23/04/2014

Lula na cabeça


É interessante o modo como certas pessoas se referem ao Lula – especialmente as que pertencem ao grupo que 'estudou' ou 'fez uma faculdade'. Quando abrem a boca – e fazem questão disso! – fica evidente que certamente não leram nada ou quase nada, não estudaram nada ou quase nada, não discutiram nada ou quase nada mas, ainda assim, querem dizer que 'sabem o que estão falando' porque 'estudaram'...

Ontem, na padaria, presenciei uma situação típica dessa gente. Um sujeito que se apresentou como sociólogo se enchia de saberes ao falar de política e economia: citou Estados Unidos, Rússia, Cuba, Ucrània, China e Brasil; explanou e comparou países bem de acordo como o que se ouve nos 'meios de comunicação social' e, claro, desceu o cacete na economia e política atual. Mais exatamente, em Lula e Dilma, que devem mexer muito com ele – em particular, o Lula, que possivelmente embaralha seus 'instintos mais primitivos'...

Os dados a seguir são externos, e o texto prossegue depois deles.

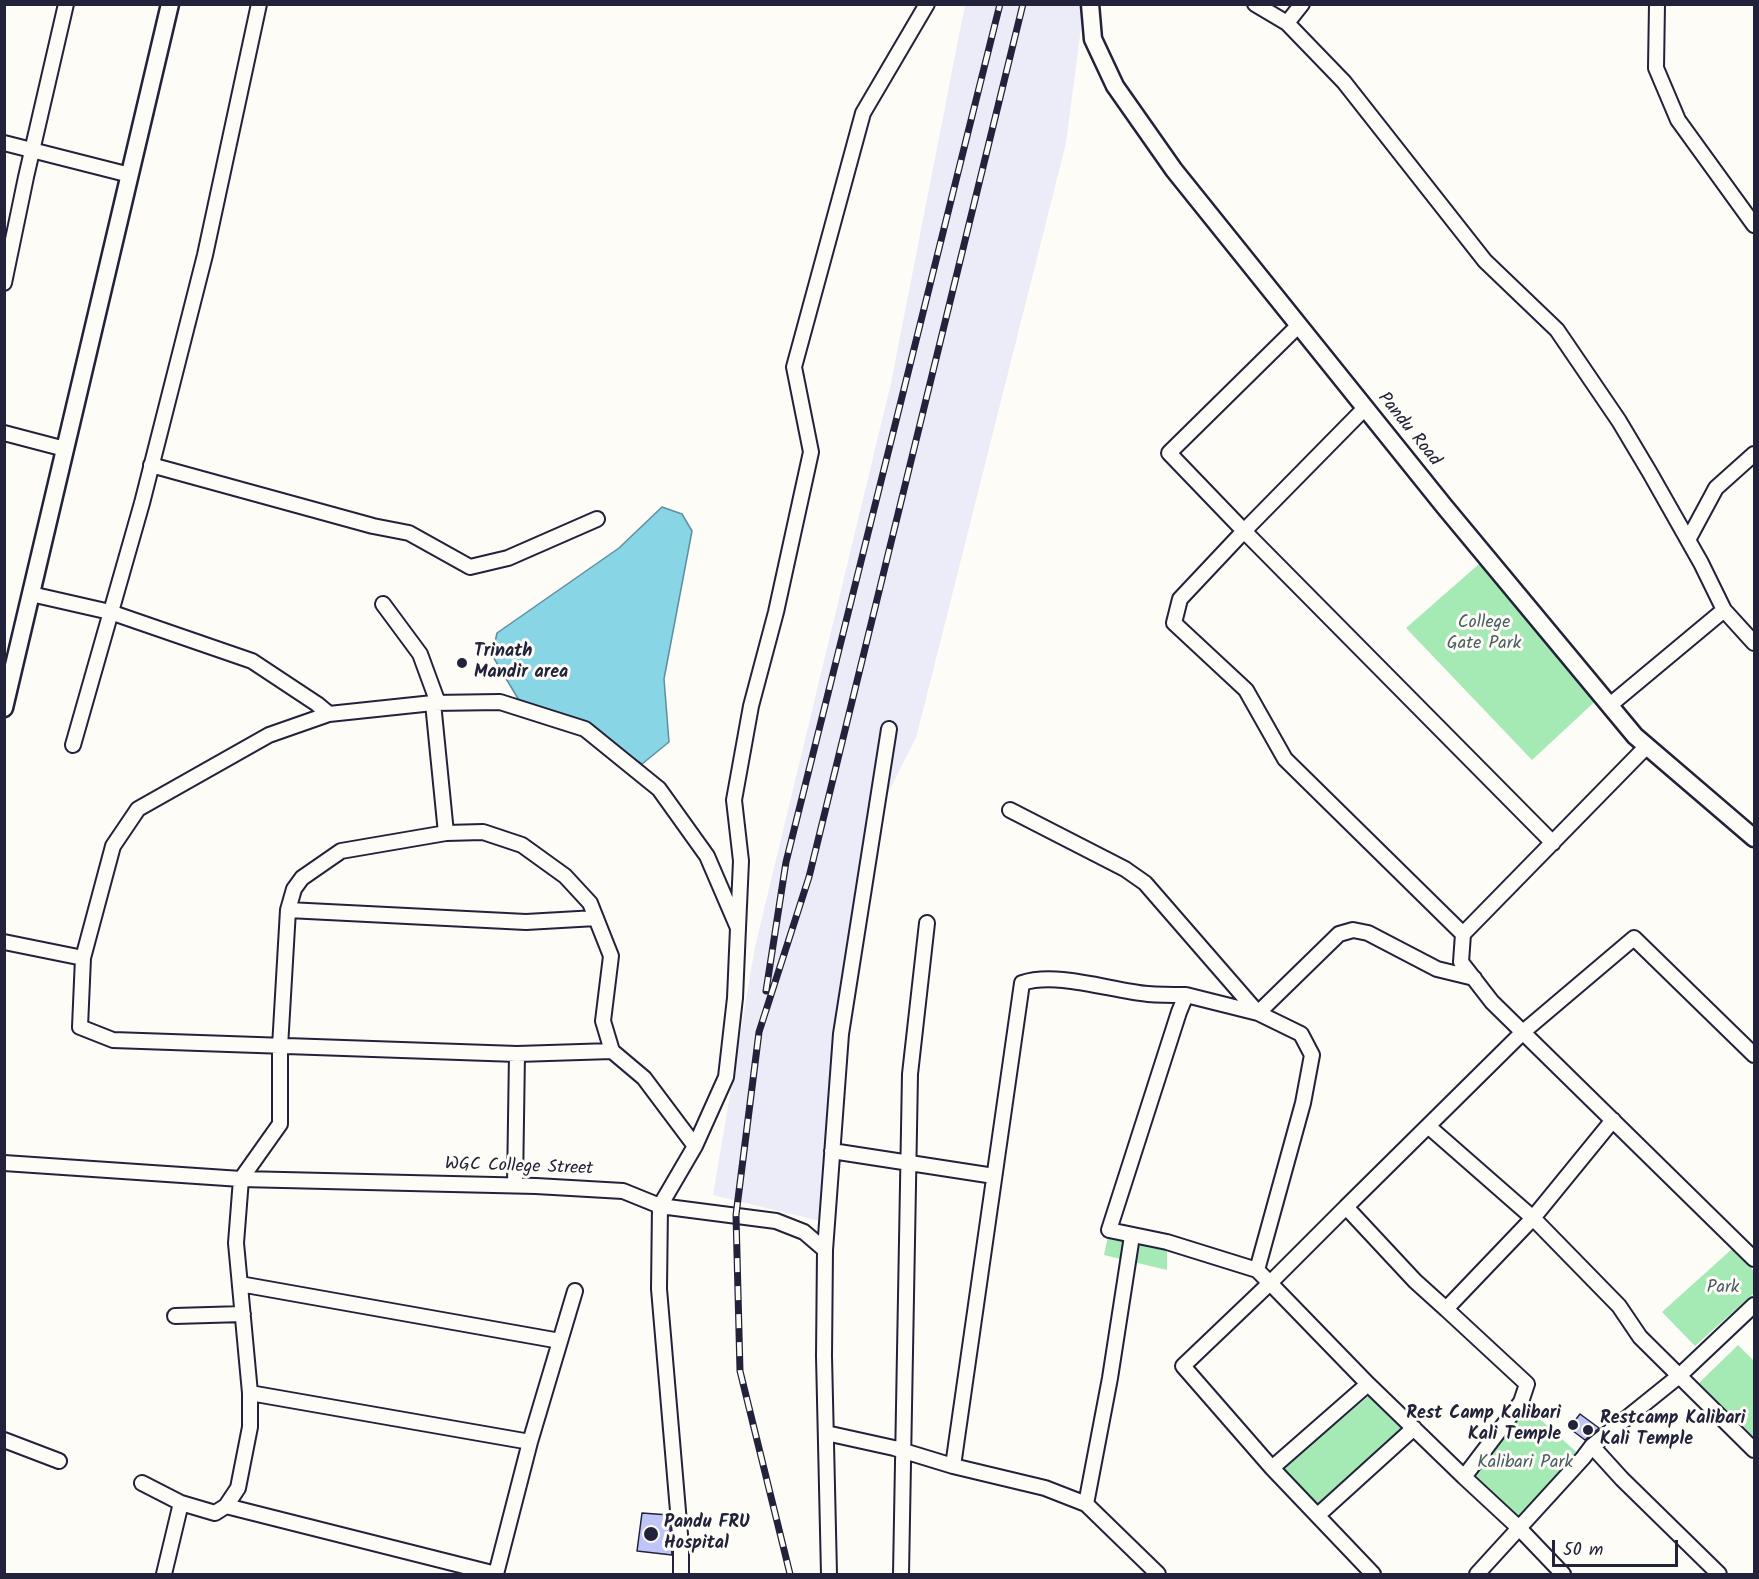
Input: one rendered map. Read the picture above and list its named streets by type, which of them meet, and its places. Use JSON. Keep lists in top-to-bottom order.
{
  "streets": {
    "street": ["Pandu Road", "WGC College Street"]
  },
  "parks": ["College Gate Park", "Park", "Kalibari Park"],
  "places": [
    "Trinath Mandir area",
    "Rest Camp Kalibari Kali Temple",
    "Restcamp Kalibari Kali Temple",
    "Pandu FRU Hospital"
  ],
  "scale_bar": "50 m"
}
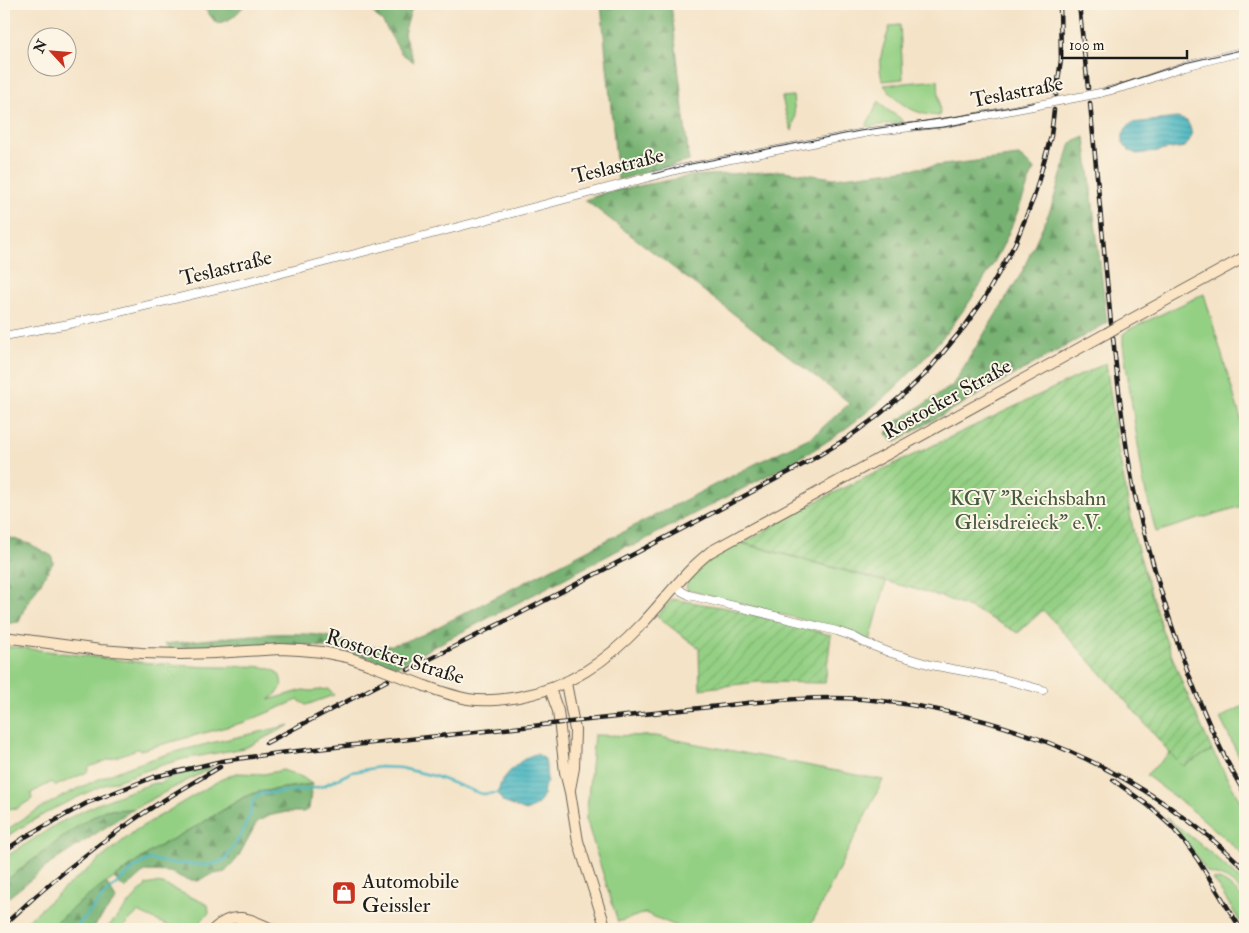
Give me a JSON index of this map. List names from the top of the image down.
{
  "streets": {
    "main road": ["Rostocker Straße"],
    "street": ["Teslastraße"]
  },
  "parks": ["KGV \"Reichsbahn Gleisdreieck\" e.V."],
  "places": {
    "shop": ["Automobile Geissler"]
  },
  "scale_bar": "100 m",
  "north": "top left"
}
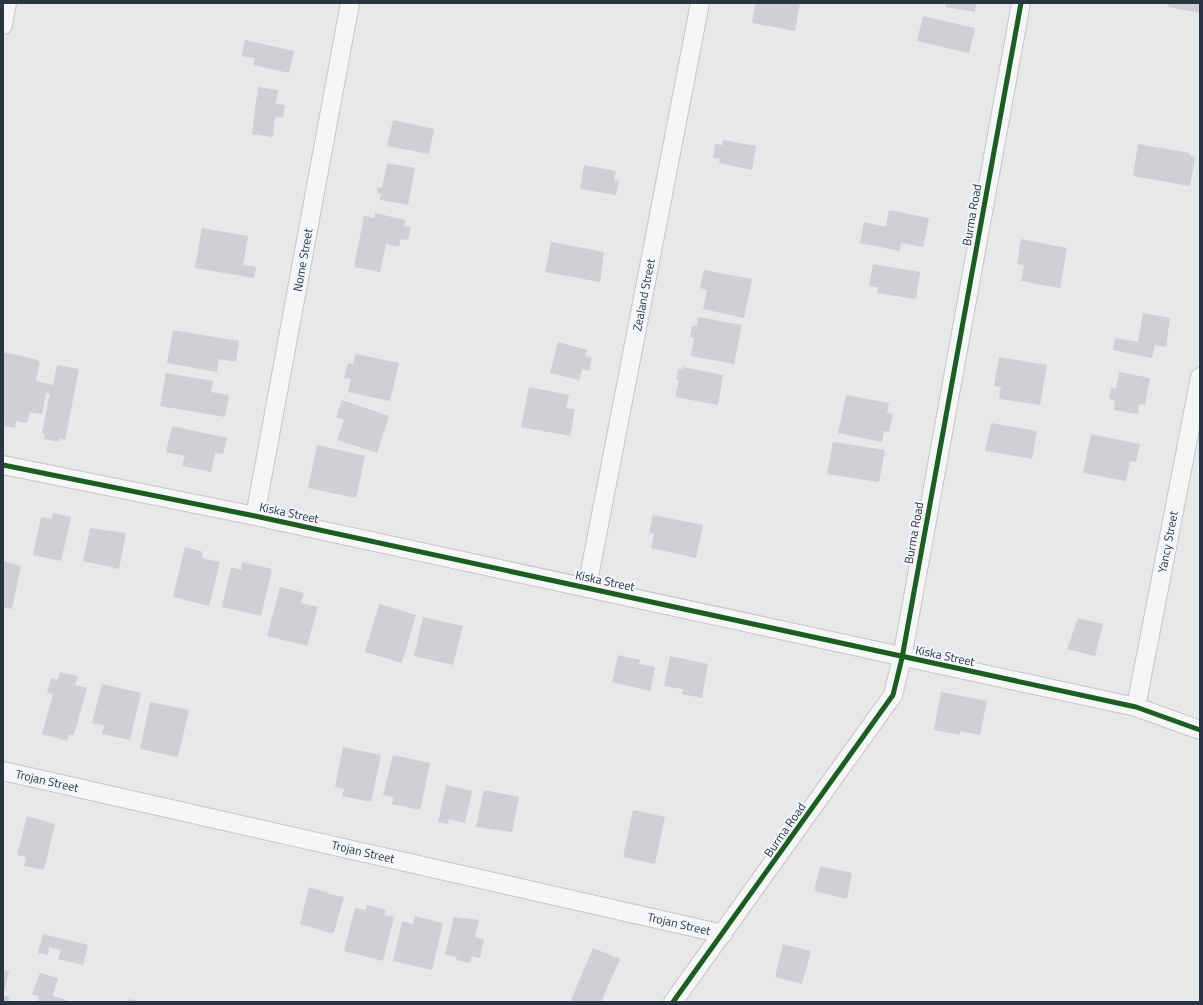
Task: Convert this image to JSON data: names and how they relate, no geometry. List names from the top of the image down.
{
  "streets": {
    "street": [
      "Burma Road",
      "Nome Street",
      "Zealand Street",
      "Kiska Street",
      "Yancy Street",
      "Trojan Street"
    ]
  },
  "crossings": [
    ["Burma Road", "Kiska Street"],
    ["Burma Road", "Trojan Street"],
    ["Nome Street", "Kiska Street"],
    ["Zealand Street", "Kiska Street"],
    ["Kiska Street", "Yancy Street"]
  ]
}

O que faz com que tipos como esse se incomodem tanto com a figura do Lula? O que causa tanta estranheza a essa gente?

Não me interessa fazer e/ou discutir política partidária – há muito não acredito nisso. Não quero e nem devo defender ou atacar o Lula – não tenho e nem quero procuração para tanto. Mas acho, no mínimo, interessante o modo como essa gente se refere a ele: ao mesmo tempo que falam de alguém que poderia ser um deles ali presente na mesa, o Lula é um sujeito que, movido pelas mais absurdas intenções, acabou com o Brasil.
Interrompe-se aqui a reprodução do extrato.